Droite. Droite. Gauche.
– Je
nous rallonge, mais, par là, je suis à peu près sûre d’éviter
les contrôles.
Une
cour. Un garage. Dont elle va refermer la porte, de l’intérieur,
avant de nous laisser descendre. De nous introduire chez elle. Dans
son séjour, un séjour dans des tons gris meublé simplement d’un
canapé, d’une petite table basse, d’une bibliothèque. Un séjour
dont la décoration consiste, en tout et pour tout, en deux tableaux
qui se font face, l’un représentant une rue commerçante animée
et l’autre un gros paquebot s’apprêtant manifestement à prendre
la mer.

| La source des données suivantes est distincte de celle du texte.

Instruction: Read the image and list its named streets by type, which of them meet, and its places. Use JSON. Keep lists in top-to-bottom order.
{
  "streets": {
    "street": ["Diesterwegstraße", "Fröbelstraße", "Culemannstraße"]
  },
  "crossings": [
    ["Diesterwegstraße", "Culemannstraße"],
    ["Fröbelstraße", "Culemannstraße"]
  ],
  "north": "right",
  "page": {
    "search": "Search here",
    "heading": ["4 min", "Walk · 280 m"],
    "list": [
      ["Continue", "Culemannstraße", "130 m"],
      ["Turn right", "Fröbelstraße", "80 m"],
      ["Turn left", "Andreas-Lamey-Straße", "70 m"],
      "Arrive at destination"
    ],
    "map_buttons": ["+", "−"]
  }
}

Tout cela nous semble le comble du luxe à nous qui n’avons
jamais connu, ni l’un ni l’autre, le moindre confort.
Elle
nous sourit. C’est une petite femme brune, l’air énergique, la
coupe au carré, les yeux d’un noir ardent. Elle s’approche
d’Alrich
– Bon,
mais d’abord, avant toute chose…
Elle
déboutonne sa chemise, en écarte les pans, lui picore le torse
d’une multitude de petits baisers. Elle descend, descend encore,
promène ses lèvres à la lisière du pantalon dont elle déboucle
la ceinture. Qu’elle fait lentement glisser. Dont elle extirpe la
queue orgueilleusement dressée. Alrich se fait ardent, pressant, la
pousse vers le canapé sur lequel ils basculent tous les deux.
Elle
se tourne vers moi, me tend la main.
– Viens,
toi aussi ! Viens !
Je
m’agenouille à leurs côtés, me penche, lui caresse un sein, du
bout du pouce, agace le téton de l’autre entre mes dents.
Juché
sur ses avant-bras, Alrich galope frénétiquement à la poursuite de
son plaisir. Il pousse un long cri de bête blessée, retombe.
– Je
suis désolé. J’ai pas pu attendre. Il y avait si longtemps…
Elle
lui tend un baiser
– Ça
fait rien. Ce sera mieux tout-à-l’heure.
Elle
le repousse doucement, m’attire contre elle, referme ses bras
autour de mon dos. On ne se quitte pas des yeux. Son plaisir monte
lentement, déferle en longues plaintes voluptueusement modulées. On
reste longuement rivés l’un à l’autre.
Et
puis elle se tourne vers Alrich.
– Tu
reveux ?
Il
reveut. Et ils ont, cette fois, leur plaisir en même temps.
Il y
a des mois et des mois qu’on n’a pas bu d’alcool. On est tous
les deux un peu gris.
Elle
repousse tout ce qui encombre la table. Sauf les verres.
– Bon,
parlons peu, mais parlons bien… Vous pensez bien que si j’ai pris
autant de risques pour vous faire sortir de là-dedans, ce n’est
pas uniquement pour le plaisir de m’offrir une partie de jambes en
l’air avec vous. Même si ce n’est pas à négliger. Parce que,
comme l’immense majorité d’entre nous, je n’ai jamais, au
grand jamais, l’occasion de mettre un homme dans mon lit. C’est
là une denrée dont nos dirigeantes se réservent l’exclusivité.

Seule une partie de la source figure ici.